Early the following morning, as the grandkids jostled for position around the open fireplace, a large clay pot of water was boiling. From a small brightly colored aluminum foil packet, my aunt sprinkled half of some black dry floating substances never seen before. She then poured a whole three cents worth packet of sugar into the pot. She stirred it. The children sat near the pot as adults – uncles, aunts, older cousins – sat a little distance waiting and making a running commentary among themselves on how excited we kids were.
My grandmother handed each a small rusty metal cup. Adults and larger metal mugs. She carefully and slowly poured a little bit of the dark steaming liquid into the cups enough so that the liquid could go around the many cups. My grandmother unwrapped pieces of golden brown, white and soft edibles which were known locally as scones; pronounced as masikono. She split each piece among four children while adults split halves.
I proceeded to slowly take a sip of the sweet dark liquid followed by a small deliberate bite of the sikono. The whole experience was known as drinking tea with a small piece of a bun and it sent all us kids bananas with profound sheer joy, pleasure, and brag ado. As kids this experience could not simply be bottled away.

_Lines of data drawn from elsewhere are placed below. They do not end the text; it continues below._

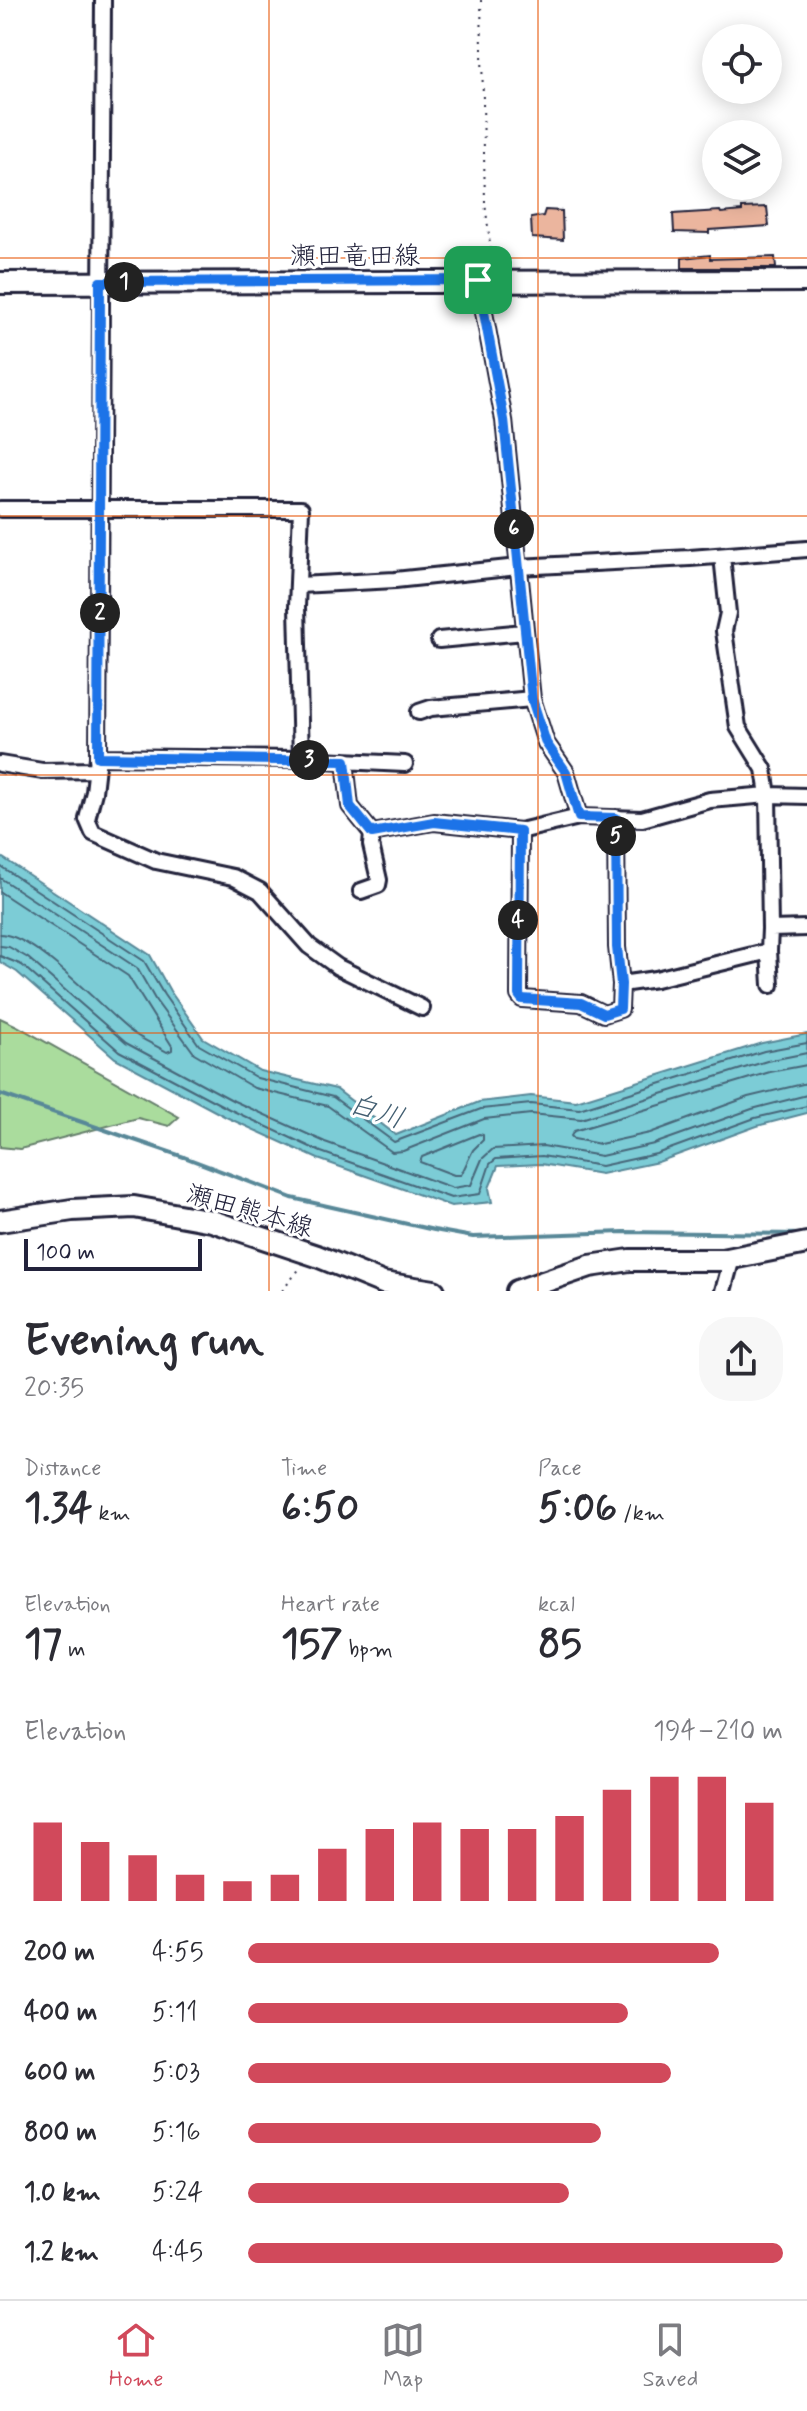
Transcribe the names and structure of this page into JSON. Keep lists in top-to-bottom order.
{
  "streets": {
    "main road": ["瀬田竜田線", "瀬田熊本線"]
  },
  "water": ["白川"],
  "scale_bar": "100 m",
  "page": {
    "pins": [
      "1",
      "6",
      "2",
      "3",
      "5",
      "4"
    ],
    "scale": "100 m",
    "heading": ["Evening run", "20:35"],
    "stats": [
      ["Distance", "1.34 km"],
      ["Time", "6:50"],
      ["Pace", "5:06 /km"],
      ["Elevation", "17 m"],
      ["Heart rate", "157 bpm"],
      ["kcal", "85"]
    ],
    "chart": ["Elevation", "194–210 m"],
    "list": [
      {
        "name": "200 m",
        "note": "4:55"
      },
      {
        "name": "400 m",
        "note": "5:11"
      },
      {
        "name": "600 m",
        "note": "5:03"
      },
      {
        "name": "800 m",
        "note": "5:16"
      },
      {
        "name": "1.0 km",
        "note": "5:24"
      },
      {
        "name": "1.2 km",
        "note": "4:45"
      }
    ],
    "tabs": ["Home", "Map", "Saved"]
  }
}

Soon after most of this exhilarating event was over, I clutched a rather small piece of bun I had saved in my hand and ran outside the house to brag to other admiring friends in the village. “We drank tea and ate scones for Christmas!” I yelled at the top of my lungs as I pranced around. The other kids in the village begged for a piece of the Christmas. I gave each of them a smitten bun. Just enough to wet their mouths. But the kids were thrilled all the same.
That was my happiest Christmas ever. Later that morning we went to church and in the afternoon watched traditional dances.
More than 65 years – thousands of cups of tea and loaves of bread, pizzas, hamburgers – later, I have never really forgotten that Christmas. The majority of people in rural parts of the Third World today still celebrate Christmas by eating something special in the whole large family – often a cup of sweetened black tea and a slice of bread or a bun spread with a touch of margarine or sweet fruit jam.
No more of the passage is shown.